### How to complete this task
Exact copies of all the lines below are required.

(Information provided Opens)

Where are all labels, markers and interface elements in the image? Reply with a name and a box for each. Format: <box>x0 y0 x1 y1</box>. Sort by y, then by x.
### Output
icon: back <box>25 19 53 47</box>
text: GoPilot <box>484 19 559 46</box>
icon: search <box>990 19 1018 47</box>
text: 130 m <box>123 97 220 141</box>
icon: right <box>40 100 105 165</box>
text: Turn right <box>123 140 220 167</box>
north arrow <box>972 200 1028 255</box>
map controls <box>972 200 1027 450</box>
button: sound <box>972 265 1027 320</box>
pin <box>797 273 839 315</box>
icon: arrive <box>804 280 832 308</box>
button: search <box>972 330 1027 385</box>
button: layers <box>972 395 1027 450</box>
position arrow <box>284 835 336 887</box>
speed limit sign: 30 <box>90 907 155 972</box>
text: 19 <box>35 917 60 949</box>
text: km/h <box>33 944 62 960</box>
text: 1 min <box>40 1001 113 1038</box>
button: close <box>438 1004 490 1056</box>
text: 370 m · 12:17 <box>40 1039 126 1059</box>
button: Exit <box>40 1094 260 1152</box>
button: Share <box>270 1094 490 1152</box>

(Information provided Closes)

### Task result
Where are all labels, markers and interface elements in the image? Reply with a name and a box for each. Format: <box>x0 y0 x1 y1</box>. Sort by y, then by x.
### Output
icon: back <box>25 19 53 47</box>
text: GoPilot <box>484 19 559 46</box>
icon: search <box>990 19 1018 47</box>
text: 130 m <box>123 97 220 141</box>
icon: right <box>40 100 105 165</box>
text: Turn right <box>123 140 220 167</box>
north arrow <box>972 200 1028 255</box>
map controls <box>972 200 1027 450</box>
button: sound <box>972 265 1027 320</box>
pin <box>797 273 839 315</box>
icon: arrive <box>804 280 832 308</box>
button: search <box>972 330 1027 385</box>
button: layers <box>972 395 1027 450</box>
position arrow <box>284 835 336 887</box>
speed limit sign: 30 <box>90 907 155 972</box>
text: 19 <box>35 917 60 949</box>
text: km/h <box>33 944 62 960</box>
text: 1 min <box>40 1001 113 1038</box>
button: close <box>438 1004 490 1056</box>
text: 370 m · 12:17 <box>40 1039 126 1059</box>
button: Exit <box>40 1094 260 1152</box>
button: Share <box>270 1094 490 1152</box>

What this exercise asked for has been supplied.